Use cases cover more ground by displaying how the user should communicate with the system and how it should repay. 

Sprint Length

The difference in detail is a major factor in user stories and use cases. Maybe, one of the primary differences between user stories & use cases is that the latter one accomplished over multiple sprints or iterations. Whereas user stories often include details small enough to be accomplished throughout one sprint. A team may also go through various user stories in one sprint. 

User stories are much more concise documents and usually tend to be used for smaller features. They can also be used to break down more extensive features into small steps or various user stories. On the other hand, use cases give more of a summary of larger system functionality. 
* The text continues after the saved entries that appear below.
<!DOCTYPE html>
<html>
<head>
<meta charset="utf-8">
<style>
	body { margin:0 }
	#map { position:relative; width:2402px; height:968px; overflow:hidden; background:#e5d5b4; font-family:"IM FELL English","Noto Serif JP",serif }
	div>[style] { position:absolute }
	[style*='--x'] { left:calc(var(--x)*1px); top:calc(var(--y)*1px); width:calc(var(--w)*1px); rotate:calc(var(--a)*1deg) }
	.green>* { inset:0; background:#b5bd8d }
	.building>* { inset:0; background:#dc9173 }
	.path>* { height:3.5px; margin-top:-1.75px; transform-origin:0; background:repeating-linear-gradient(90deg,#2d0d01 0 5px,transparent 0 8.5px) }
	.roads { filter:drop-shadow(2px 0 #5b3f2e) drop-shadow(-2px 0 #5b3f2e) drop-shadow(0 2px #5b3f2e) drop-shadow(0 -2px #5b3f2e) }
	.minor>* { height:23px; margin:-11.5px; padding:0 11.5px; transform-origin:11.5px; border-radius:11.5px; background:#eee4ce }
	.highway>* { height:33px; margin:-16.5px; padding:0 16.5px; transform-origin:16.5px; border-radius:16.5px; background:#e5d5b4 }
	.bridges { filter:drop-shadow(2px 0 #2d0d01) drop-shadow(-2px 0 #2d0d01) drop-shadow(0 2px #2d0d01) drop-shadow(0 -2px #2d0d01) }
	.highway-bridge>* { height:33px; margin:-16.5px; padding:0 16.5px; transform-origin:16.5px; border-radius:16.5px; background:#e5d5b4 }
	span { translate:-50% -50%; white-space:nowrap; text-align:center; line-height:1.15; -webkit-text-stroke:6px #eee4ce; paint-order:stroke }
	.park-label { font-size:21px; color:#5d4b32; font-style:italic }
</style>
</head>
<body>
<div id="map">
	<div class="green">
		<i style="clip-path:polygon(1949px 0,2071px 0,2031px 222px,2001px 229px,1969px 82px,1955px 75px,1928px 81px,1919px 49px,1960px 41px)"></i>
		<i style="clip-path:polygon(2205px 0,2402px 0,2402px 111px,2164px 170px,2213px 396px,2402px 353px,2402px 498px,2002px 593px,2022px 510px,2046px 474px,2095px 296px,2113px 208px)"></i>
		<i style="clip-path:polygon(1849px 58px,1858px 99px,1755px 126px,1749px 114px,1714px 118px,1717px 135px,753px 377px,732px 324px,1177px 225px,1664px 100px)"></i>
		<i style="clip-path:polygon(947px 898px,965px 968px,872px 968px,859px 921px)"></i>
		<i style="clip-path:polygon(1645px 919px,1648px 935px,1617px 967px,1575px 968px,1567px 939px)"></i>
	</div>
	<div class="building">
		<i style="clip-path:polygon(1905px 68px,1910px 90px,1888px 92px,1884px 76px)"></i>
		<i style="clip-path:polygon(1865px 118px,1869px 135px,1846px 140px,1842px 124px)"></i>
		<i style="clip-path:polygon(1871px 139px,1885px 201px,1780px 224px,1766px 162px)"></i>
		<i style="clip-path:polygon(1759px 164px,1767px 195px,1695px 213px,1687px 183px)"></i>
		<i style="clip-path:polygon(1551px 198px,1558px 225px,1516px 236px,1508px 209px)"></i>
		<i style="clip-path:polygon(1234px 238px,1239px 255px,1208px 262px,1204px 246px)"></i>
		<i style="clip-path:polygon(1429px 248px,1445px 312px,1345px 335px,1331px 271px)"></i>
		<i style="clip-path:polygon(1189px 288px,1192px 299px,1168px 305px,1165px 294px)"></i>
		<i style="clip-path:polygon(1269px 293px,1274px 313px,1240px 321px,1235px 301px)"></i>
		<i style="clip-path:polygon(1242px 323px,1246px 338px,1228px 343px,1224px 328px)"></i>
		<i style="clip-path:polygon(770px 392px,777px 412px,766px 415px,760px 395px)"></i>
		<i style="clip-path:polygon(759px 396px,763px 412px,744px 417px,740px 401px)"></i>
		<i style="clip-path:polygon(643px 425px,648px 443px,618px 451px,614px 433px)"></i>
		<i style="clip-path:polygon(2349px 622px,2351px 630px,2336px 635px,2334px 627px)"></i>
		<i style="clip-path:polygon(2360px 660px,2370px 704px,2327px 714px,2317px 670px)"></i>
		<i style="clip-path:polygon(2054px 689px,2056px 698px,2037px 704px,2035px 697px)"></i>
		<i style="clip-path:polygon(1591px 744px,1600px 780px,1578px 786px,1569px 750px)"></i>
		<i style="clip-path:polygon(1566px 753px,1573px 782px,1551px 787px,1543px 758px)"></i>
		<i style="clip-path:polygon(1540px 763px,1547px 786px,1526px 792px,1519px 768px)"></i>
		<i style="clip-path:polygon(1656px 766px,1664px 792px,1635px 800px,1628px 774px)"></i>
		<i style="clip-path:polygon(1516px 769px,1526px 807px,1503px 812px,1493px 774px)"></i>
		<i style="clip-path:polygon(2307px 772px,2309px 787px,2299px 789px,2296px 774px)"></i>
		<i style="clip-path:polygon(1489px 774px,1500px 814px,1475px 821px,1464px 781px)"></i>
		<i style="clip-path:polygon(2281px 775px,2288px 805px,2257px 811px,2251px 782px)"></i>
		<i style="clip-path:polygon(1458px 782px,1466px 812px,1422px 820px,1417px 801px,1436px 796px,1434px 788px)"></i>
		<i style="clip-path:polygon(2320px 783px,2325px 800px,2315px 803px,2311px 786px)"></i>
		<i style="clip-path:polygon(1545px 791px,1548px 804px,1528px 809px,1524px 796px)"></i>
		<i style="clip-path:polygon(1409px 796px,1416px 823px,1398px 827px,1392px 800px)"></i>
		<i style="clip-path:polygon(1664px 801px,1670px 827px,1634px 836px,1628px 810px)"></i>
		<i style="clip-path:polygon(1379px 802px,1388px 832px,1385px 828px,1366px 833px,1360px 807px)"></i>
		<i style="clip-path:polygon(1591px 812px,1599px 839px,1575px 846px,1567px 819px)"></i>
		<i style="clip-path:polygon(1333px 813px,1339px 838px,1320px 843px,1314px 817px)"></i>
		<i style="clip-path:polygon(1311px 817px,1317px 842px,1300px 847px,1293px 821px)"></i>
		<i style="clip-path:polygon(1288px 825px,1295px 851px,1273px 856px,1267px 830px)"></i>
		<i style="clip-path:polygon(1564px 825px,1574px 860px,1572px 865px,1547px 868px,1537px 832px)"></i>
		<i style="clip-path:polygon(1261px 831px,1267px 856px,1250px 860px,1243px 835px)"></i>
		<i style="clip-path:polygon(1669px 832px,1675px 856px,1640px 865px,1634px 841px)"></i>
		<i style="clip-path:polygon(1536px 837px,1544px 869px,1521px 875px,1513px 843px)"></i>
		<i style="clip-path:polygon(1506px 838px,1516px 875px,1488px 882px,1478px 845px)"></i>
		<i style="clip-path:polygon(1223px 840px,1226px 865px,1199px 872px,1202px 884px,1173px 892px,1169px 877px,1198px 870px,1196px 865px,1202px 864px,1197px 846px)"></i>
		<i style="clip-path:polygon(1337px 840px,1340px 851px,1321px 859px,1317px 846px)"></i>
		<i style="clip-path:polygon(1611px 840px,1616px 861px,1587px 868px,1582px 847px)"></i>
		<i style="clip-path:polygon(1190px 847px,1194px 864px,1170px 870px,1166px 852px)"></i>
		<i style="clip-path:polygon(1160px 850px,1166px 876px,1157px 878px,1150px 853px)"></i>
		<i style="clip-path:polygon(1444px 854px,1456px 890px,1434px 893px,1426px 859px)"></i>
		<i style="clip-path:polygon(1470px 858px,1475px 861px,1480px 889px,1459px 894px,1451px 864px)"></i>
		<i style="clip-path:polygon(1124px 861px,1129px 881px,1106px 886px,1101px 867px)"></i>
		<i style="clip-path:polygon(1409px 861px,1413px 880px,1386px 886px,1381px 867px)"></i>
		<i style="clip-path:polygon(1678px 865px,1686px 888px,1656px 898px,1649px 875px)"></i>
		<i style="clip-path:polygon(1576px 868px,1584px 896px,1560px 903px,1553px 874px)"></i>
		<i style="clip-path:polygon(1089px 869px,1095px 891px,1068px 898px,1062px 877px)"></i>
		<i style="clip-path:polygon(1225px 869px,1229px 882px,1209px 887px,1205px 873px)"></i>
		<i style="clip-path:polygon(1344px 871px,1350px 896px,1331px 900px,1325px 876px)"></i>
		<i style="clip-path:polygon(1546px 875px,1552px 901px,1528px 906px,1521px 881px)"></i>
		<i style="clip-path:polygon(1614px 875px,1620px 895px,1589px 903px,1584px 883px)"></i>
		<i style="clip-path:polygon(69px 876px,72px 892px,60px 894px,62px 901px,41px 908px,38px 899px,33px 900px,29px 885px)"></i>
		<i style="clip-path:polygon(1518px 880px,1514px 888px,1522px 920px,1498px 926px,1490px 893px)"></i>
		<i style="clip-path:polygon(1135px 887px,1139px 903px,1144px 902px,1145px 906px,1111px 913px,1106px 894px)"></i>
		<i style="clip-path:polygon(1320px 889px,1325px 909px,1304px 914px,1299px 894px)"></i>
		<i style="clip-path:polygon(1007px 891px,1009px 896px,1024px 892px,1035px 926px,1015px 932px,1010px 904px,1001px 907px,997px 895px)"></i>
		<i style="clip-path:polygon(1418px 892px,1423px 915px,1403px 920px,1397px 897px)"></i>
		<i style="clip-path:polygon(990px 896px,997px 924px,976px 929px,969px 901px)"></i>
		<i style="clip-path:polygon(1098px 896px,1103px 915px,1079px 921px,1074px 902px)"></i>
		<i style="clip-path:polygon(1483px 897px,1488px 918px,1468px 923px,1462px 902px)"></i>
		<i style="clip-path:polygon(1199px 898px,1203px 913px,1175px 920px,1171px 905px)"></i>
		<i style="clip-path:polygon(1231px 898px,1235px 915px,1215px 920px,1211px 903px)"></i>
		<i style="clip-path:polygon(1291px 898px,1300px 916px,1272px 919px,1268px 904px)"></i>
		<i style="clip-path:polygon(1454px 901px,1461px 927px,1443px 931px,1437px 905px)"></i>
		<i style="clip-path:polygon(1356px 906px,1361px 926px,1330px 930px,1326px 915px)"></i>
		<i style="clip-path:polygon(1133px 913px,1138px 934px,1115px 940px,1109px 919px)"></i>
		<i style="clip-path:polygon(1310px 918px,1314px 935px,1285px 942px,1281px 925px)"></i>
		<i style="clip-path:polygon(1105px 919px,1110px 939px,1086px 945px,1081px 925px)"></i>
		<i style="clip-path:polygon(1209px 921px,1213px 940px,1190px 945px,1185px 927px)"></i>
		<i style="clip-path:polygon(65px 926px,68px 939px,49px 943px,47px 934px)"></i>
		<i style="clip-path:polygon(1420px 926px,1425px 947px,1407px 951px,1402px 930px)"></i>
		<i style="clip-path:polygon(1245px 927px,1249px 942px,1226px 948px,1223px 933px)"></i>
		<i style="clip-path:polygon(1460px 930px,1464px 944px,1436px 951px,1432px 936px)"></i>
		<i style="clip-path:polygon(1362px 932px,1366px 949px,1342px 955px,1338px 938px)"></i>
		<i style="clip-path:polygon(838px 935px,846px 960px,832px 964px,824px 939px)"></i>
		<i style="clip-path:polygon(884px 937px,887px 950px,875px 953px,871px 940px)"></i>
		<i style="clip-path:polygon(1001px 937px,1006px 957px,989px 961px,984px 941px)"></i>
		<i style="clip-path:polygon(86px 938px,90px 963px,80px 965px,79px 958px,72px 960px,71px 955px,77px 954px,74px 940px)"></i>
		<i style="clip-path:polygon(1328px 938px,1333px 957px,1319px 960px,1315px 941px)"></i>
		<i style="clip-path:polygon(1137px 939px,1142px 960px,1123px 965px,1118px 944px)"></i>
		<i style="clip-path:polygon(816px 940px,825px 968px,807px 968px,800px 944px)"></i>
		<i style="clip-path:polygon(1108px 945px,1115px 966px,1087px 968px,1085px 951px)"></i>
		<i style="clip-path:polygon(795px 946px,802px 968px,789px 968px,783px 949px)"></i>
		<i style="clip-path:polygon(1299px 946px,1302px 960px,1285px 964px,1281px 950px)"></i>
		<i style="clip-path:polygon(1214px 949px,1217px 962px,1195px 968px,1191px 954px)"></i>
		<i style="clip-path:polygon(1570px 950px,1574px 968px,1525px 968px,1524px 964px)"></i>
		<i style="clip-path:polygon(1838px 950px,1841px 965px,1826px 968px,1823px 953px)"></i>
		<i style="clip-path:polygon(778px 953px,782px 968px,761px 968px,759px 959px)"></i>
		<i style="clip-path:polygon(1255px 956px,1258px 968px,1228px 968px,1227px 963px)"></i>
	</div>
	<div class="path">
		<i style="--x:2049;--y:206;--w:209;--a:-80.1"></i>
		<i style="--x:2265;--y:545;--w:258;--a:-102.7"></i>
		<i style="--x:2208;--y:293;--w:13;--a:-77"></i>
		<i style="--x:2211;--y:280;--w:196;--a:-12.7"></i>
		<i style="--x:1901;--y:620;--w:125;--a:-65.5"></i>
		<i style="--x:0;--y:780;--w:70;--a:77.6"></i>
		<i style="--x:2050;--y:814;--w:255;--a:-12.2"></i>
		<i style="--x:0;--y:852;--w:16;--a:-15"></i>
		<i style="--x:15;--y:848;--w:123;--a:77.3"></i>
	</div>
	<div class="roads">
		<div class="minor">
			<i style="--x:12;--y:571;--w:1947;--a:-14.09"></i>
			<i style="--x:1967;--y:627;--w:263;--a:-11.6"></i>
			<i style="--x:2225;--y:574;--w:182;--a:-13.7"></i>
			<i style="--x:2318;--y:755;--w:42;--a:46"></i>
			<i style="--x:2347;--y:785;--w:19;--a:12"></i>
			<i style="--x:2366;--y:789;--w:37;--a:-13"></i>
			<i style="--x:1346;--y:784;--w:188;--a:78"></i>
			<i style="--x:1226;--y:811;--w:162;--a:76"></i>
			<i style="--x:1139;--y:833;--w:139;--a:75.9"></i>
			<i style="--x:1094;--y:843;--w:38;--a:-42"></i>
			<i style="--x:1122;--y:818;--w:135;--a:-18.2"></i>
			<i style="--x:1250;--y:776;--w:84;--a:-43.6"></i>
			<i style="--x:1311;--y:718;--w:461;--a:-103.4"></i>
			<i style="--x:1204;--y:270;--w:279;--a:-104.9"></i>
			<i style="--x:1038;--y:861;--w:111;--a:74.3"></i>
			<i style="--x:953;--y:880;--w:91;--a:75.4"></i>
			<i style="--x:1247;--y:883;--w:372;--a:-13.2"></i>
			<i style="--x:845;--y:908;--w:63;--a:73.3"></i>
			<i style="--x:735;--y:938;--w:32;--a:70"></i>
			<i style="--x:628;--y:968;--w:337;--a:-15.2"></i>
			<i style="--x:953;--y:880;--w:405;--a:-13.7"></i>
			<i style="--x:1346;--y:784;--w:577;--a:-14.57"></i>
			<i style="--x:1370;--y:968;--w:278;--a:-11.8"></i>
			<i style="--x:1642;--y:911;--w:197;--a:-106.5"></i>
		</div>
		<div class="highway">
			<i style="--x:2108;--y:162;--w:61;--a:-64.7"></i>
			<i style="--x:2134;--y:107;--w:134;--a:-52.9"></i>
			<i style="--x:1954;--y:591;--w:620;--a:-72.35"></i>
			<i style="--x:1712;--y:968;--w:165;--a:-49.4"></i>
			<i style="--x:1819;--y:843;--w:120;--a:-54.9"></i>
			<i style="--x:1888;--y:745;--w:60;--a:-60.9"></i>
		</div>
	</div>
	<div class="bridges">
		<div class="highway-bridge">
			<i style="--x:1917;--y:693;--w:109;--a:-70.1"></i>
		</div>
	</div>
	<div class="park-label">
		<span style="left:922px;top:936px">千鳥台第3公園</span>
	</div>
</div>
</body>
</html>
There is a whopping difference in the structure for user stories and use cases. The user story is only a line or a couple of statements for what the user wants to accomplish that can be written on an index card. Use cases can take slightly more time to put together since they detail each step and are mostly represented in a diagram. 

The Bottom Line

User stories and use cases share some similarities, but the basic documentation is different; each has its unique benefits. User stories are quicker to produce, spark conversion, and provide a significant level of creative flexibility. While use cases offer considerable detail & a more organized approach to each step, they take more time to produce. There is no question of choosing between the two. It’s about whatever helps your team to be the most agile possible.

Author Bio:

Harnil Oza is CEO of Hyperlink InfoSystem, one of the leading app development companies in New York and India, having a team of the best app developers who deliver the best mobile solutions mainly on Android and iOS platforms. He regularly contributes his knowledge on leading blogging sites like top app development companies.